Run through the data and copy out every line that mentions the word "Output".

─── Supplied records

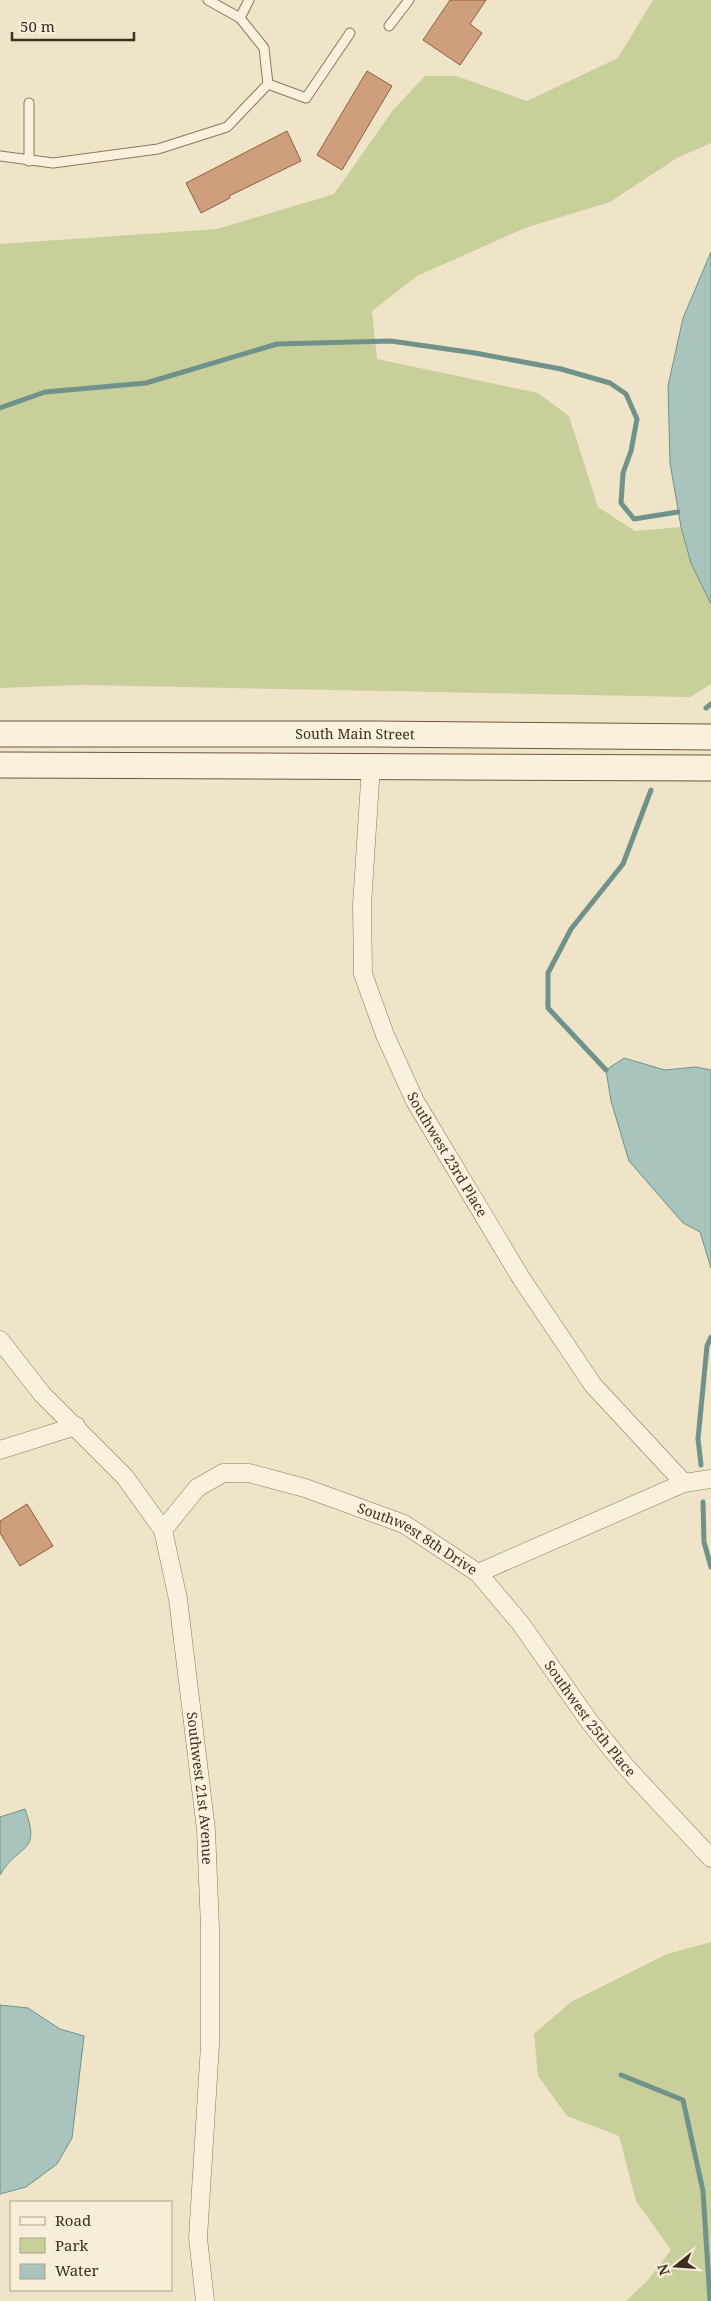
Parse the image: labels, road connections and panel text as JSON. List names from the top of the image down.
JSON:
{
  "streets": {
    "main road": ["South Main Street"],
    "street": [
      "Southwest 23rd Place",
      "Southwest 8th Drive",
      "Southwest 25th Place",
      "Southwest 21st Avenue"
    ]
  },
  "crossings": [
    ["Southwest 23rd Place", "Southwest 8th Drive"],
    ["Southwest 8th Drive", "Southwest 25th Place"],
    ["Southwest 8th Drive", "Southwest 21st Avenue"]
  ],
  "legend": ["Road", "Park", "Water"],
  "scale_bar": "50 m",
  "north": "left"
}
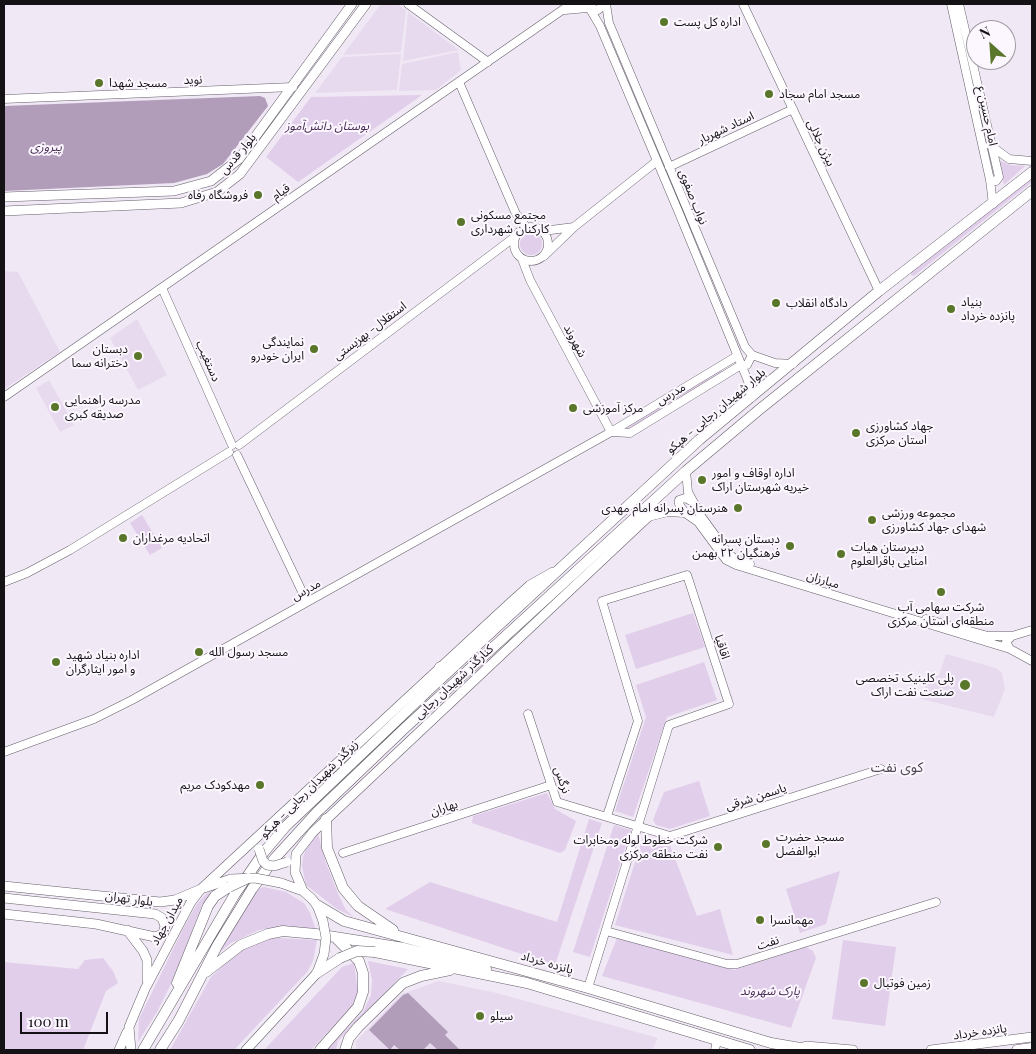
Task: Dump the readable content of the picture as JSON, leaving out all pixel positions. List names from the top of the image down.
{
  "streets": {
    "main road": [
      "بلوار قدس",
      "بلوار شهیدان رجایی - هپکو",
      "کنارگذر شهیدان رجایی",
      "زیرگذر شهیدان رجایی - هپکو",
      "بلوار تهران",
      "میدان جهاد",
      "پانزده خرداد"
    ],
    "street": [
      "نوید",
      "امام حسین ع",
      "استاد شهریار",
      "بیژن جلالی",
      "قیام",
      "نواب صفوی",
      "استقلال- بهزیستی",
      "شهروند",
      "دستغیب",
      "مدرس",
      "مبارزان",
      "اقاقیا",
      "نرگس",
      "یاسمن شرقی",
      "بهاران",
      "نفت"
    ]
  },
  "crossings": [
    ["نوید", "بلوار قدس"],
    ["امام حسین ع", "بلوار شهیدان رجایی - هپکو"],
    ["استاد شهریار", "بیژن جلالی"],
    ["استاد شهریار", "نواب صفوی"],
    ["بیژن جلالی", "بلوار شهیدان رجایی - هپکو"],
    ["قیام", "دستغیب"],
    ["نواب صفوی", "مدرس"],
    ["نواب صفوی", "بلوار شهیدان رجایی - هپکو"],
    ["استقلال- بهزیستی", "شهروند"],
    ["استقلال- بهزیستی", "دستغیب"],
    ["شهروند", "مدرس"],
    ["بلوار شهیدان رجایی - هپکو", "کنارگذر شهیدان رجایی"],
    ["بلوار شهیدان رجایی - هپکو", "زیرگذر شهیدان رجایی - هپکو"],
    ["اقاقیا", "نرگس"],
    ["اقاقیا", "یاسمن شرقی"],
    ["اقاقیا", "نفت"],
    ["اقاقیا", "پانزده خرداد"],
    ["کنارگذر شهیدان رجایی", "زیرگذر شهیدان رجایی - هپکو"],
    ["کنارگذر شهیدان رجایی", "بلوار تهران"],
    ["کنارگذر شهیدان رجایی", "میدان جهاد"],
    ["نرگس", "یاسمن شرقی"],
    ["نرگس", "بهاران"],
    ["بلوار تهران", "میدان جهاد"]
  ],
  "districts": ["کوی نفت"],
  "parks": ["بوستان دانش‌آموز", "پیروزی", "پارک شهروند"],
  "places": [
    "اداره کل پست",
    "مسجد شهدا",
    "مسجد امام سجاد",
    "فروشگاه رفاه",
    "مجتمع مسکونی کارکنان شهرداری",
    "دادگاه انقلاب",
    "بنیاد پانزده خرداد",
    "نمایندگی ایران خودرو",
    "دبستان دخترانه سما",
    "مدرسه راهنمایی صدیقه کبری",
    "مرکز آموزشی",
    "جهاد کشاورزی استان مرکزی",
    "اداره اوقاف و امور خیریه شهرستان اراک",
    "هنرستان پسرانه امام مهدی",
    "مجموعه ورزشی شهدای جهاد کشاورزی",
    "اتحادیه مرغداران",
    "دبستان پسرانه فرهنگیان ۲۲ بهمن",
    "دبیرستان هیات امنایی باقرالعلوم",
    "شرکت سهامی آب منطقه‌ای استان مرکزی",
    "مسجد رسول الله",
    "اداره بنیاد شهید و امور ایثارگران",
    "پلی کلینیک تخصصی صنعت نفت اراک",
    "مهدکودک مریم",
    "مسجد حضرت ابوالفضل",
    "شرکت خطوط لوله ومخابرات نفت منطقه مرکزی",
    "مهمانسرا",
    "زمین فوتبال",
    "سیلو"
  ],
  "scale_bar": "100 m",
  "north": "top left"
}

──────
─── Supplied records

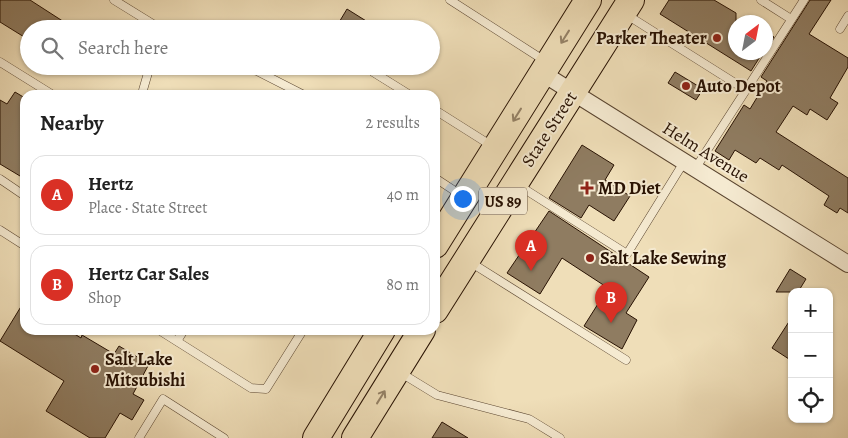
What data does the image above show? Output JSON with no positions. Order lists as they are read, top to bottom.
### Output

──────

◆ Expected answer:
What data does the image above show? Output JSON with no positions. Order lists as they are read, top to bottom.
### Output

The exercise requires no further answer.